WHAT YOU NEED TO DO: The entries shown below should be output exactly as they appear.

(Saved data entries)
....................

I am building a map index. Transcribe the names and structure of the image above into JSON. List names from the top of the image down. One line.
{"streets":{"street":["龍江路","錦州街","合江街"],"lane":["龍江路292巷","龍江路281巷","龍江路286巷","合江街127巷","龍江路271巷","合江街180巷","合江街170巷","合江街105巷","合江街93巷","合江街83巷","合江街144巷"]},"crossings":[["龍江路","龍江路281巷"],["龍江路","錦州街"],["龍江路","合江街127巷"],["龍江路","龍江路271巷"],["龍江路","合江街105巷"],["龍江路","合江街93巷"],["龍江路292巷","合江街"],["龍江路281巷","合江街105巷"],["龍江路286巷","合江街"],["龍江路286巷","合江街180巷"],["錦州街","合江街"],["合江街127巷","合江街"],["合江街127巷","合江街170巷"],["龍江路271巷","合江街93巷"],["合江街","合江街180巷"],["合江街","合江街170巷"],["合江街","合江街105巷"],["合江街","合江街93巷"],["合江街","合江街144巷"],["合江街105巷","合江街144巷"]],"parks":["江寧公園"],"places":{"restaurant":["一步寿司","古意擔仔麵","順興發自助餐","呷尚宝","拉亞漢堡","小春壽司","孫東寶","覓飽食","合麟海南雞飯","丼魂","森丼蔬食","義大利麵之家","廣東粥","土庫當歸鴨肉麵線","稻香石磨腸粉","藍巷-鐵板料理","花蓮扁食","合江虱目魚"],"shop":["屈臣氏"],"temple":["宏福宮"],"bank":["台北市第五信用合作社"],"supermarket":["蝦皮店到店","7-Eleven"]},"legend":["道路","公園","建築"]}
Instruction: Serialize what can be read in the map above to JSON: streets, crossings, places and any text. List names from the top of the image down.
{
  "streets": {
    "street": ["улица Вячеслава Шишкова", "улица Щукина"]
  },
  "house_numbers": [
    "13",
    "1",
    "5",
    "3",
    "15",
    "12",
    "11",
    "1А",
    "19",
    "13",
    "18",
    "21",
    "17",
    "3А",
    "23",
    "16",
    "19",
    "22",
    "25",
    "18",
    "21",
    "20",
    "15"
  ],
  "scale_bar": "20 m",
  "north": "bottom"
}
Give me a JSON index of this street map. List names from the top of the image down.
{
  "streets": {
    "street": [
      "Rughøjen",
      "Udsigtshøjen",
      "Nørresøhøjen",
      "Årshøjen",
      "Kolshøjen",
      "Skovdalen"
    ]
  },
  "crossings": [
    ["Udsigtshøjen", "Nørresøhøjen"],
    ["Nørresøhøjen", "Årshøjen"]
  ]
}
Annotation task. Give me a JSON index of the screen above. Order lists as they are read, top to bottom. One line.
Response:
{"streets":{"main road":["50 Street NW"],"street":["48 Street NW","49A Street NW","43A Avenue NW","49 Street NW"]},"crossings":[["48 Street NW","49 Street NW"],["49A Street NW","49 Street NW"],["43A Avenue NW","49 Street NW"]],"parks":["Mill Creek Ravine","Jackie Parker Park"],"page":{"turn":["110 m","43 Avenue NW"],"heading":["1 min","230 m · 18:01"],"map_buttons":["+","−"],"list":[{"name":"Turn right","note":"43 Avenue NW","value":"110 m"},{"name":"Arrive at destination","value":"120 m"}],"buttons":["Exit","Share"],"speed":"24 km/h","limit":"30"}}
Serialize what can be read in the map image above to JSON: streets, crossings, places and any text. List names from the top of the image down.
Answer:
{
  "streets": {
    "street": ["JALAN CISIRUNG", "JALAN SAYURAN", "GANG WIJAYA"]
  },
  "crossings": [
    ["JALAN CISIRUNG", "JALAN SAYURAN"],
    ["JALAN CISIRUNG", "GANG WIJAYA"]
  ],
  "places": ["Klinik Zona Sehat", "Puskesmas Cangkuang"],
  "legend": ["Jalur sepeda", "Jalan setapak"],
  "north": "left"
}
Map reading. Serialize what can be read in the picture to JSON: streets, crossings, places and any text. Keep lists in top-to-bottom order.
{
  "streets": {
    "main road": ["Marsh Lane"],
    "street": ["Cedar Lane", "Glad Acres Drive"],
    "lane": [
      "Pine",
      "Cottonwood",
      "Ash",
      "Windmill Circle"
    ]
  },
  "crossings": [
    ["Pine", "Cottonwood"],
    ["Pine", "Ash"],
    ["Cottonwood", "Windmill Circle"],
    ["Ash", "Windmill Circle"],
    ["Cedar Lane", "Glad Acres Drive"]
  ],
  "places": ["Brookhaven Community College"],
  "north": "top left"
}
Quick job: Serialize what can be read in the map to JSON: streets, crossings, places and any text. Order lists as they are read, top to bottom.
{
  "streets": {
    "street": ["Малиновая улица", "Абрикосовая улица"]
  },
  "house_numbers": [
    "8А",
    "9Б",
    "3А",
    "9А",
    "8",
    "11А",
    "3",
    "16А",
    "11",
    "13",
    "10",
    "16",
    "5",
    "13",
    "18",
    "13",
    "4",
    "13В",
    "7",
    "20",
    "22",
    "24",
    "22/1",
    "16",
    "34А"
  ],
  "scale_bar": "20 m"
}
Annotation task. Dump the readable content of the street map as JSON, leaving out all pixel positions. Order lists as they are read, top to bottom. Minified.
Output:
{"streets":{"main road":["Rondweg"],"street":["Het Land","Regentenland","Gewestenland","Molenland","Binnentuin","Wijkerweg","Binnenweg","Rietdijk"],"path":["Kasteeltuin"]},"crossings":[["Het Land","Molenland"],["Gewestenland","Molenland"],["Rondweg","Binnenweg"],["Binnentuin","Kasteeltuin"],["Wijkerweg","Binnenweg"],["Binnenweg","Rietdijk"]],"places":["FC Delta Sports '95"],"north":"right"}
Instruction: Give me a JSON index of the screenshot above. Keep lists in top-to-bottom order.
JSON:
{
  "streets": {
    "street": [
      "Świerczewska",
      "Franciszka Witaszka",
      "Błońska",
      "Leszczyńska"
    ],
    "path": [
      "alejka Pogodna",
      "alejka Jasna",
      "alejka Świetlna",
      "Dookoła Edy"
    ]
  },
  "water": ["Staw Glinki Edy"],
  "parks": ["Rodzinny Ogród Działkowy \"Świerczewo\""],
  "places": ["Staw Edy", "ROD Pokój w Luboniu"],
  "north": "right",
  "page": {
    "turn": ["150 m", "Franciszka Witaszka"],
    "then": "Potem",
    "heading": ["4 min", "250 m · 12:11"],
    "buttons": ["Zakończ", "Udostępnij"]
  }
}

....................

TASK ANSWER:
I am building a map index. Transcribe the names and structure of the image above into JSON. List names from the top of the image down. One line.
{"streets":{"street":["龍江路","錦州街","合江街"],"lane":["龍江路292巷","龍江路281巷","龍江路286巷","合江街127巷","龍江路271巷","合江街180巷","合江街170巷","合江街105巷","合江街93巷","合江街83巷","合江街144巷"]},"crossings":[["龍江路","龍江路281巷"],["龍江路","錦州街"],["龍江路","合江街127巷"],["龍江路","龍江路271巷"],["龍江路","合江街105巷"],["龍江路","合江街93巷"],["龍江路292巷","合江街"],["龍江路281巷","合江街105巷"],["龍江路286巷","合江街"],["龍江路286巷","合江街180巷"],["錦州街","合江街"],["合江街127巷","合江街"],["合江街127巷","合江街170巷"],["龍江路271巷","合江街93巷"],["合江街","合江街180巷"],["合江街","合江街170巷"],["合江街","合江街105巷"],["合江街","合江街93巷"],["合江街","合江街144巷"],["合江街105巷","合江街144巷"]],"parks":["江寧公園"],"places":{"restaurant":["一步寿司","古意擔仔麵","順興發自助餐","呷尚宝","拉亞漢堡","小春壽司","孫東寶","覓飽食","合麟海南雞飯","丼魂","森丼蔬食","義大利麵之家","廣東粥","土庫當歸鴨肉麵線","稻香石磨腸粉","藍巷-鐵板料理","花蓮扁食","合江虱目魚"],"shop":["屈臣氏"],"temple":["宏福宮"],"bank":["台北市第五信用合作社"],"supermarket":["蝦皮店到店","7-Eleven"]},"legend":["道路","公園","建築"]}
Instruction: Serialize what can be read in the map above to JSON: streets, crossings, places and any text. List names from the top of the image down.
{
  "streets": {
    "street": ["улица Вячеслава Шишкова", "улица Щукина"]
  },
  "house_numbers": [
    "13",
    "1",
    "5",
    "3",
    "15",
    "12",
    "11",
    "1А",
    "19",
    "13",
    "18",
    "21",
    "17",
    "3А",
    "23",
    "16",
    "19",
    "22",
    "25",
    "18",
    "21",
    "20",
    "15"
  ],
  "scale_bar": "20 m",
  "north": "bottom"
}
Give me a JSON index of this street map. List names from the top of the image down.
{
  "streets": {
    "street": [
      "Rughøjen",
      "Udsigtshøjen",
      "Nørresøhøjen",
      "Årshøjen",
      "Kolshøjen",
      "Skovdalen"
    ]
  },
  "crossings": [
    ["Udsigtshøjen", "Nørresøhøjen"],
    ["Nørresøhøjen", "Årshøjen"]
  ]
}
Annotation task. Give me a JSON index of the screen above. Order lists as they are read, top to bottom. One line.
Response:
{"streets":{"main road":["50 Street NW"],"street":["48 Street NW","49A Street NW","43A Avenue NW","49 Street NW"]},"crossings":[["48 Street NW","49 Street NW"],["49A Street NW","49 Street NW"],["43A Avenue NW","49 Street NW"]],"parks":["Mill Creek Ravine","Jackie Parker Park"],"page":{"turn":["110 m","43 Avenue NW"],"heading":["1 min","230 m · 18:01"],"map_buttons":["+","−"],"list":[{"name":"Turn right","note":"43 Avenue NW","value":"110 m"},{"name":"Arrive at destination","value":"120 m"}],"buttons":["Exit","Share"],"speed":"24 km/h","limit":"30"}}
Serialize what can be read in the map image above to JSON: streets, crossings, places and any text. List names from the top of the image down.
Answer:
{
  "streets": {
    "street": ["JALAN CISIRUNG", "JALAN SAYURAN", "GANG WIJAYA"]
  },
  "crossings": [
    ["JALAN CISIRUNG", "JALAN SAYURAN"],
    ["JALAN CISIRUNG", "GANG WIJAYA"]
  ],
  "places": ["Klinik Zona Sehat", "Puskesmas Cangkuang"],
  "legend": ["Jalur sepeda", "Jalan setapak"],
  "north": "left"
}
Map reading. Serialize what can be read in the picture to JSON: streets, crossings, places and any text. Keep lists in top-to-bottom order.
{
  "streets": {
    "main road": ["Marsh Lane"],
    "street": ["Cedar Lane", "Glad Acres Drive"],
    "lane": [
      "Pine",
      "Cottonwood",
      "Ash",
      "Windmill Circle"
    ]
  },
  "crossings": [
    ["Pine", "Cottonwood"],
    ["Pine", "Ash"],
    ["Cottonwood", "Windmill Circle"],
    ["Ash", "Windmill Circle"],
    ["Cedar Lane", "Glad Acres Drive"]
  ],
  "places": ["Brookhaven Community College"],
  "north": "top left"
}
Quick job: Serialize what can be read in the map to JSON: streets, crossings, places and any text. Order lists as they are read, top to bottom.
{
  "streets": {
    "street": ["Малиновая улица", "Абрикосовая улица"]
  },
  "house_numbers": [
    "8А",
    "9Б",
    "3А",
    "9А",
    "8",
    "11А",
    "3",
    "16А",
    "11",
    "13",
    "10",
    "16",
    "5",
    "13",
    "18",
    "13",
    "4",
    "13В",
    "7",
    "20",
    "22",
    "24",
    "22/1",
    "16",
    "34А"
  ],
  "scale_bar": "20 m"
}
Annotation task. Dump the readable content of the street map as JSON, leaving out all pixel positions. Order lists as they are read, top to bottom. Minified.
Output:
{"streets":{"main road":["Rondweg"],"street":["Het Land","Regentenland","Gewestenland","Molenland","Binnentuin","Wijkerweg","Binnenweg","Rietdijk"],"path":["Kasteeltuin"]},"crossings":[["Het Land","Molenland"],["Gewestenland","Molenland"],["Rondweg","Binnenweg"],["Binnentuin","Kasteeltuin"],["Wijkerweg","Binnenweg"],["Binnenweg","Rietdijk"]],"places":["FC Delta Sports '95"],"north":"right"}
Instruction: Give me a JSON index of the screenshot above. Keep lists in top-to-bottom order.
JSON:
{
  "streets": {
    "street": [
      "Świerczewska",
      "Franciszka Witaszka",
      "Błońska",
      "Leszczyńska"
    ],
    "path": [
      "alejka Pogodna",
      "alejka Jasna",
      "alejka Świetlna",
      "Dookoła Edy"
    ]
  },
  "water": ["Staw Glinki Edy"],
  "parks": ["Rodzinny Ogród Działkowy \"Świerczewo\""],
  "places": ["Staw Edy", "ROD Pokój w Luboniu"],
  "north": "right",
  "page": {
    "turn": ["150 m", "Franciszka Witaszka"],
    "then": "Potem",
    "heading": ["4 min", "250 m · 12:11"],
    "buttons": ["Zakończ", "Udostępnij"]
  }
}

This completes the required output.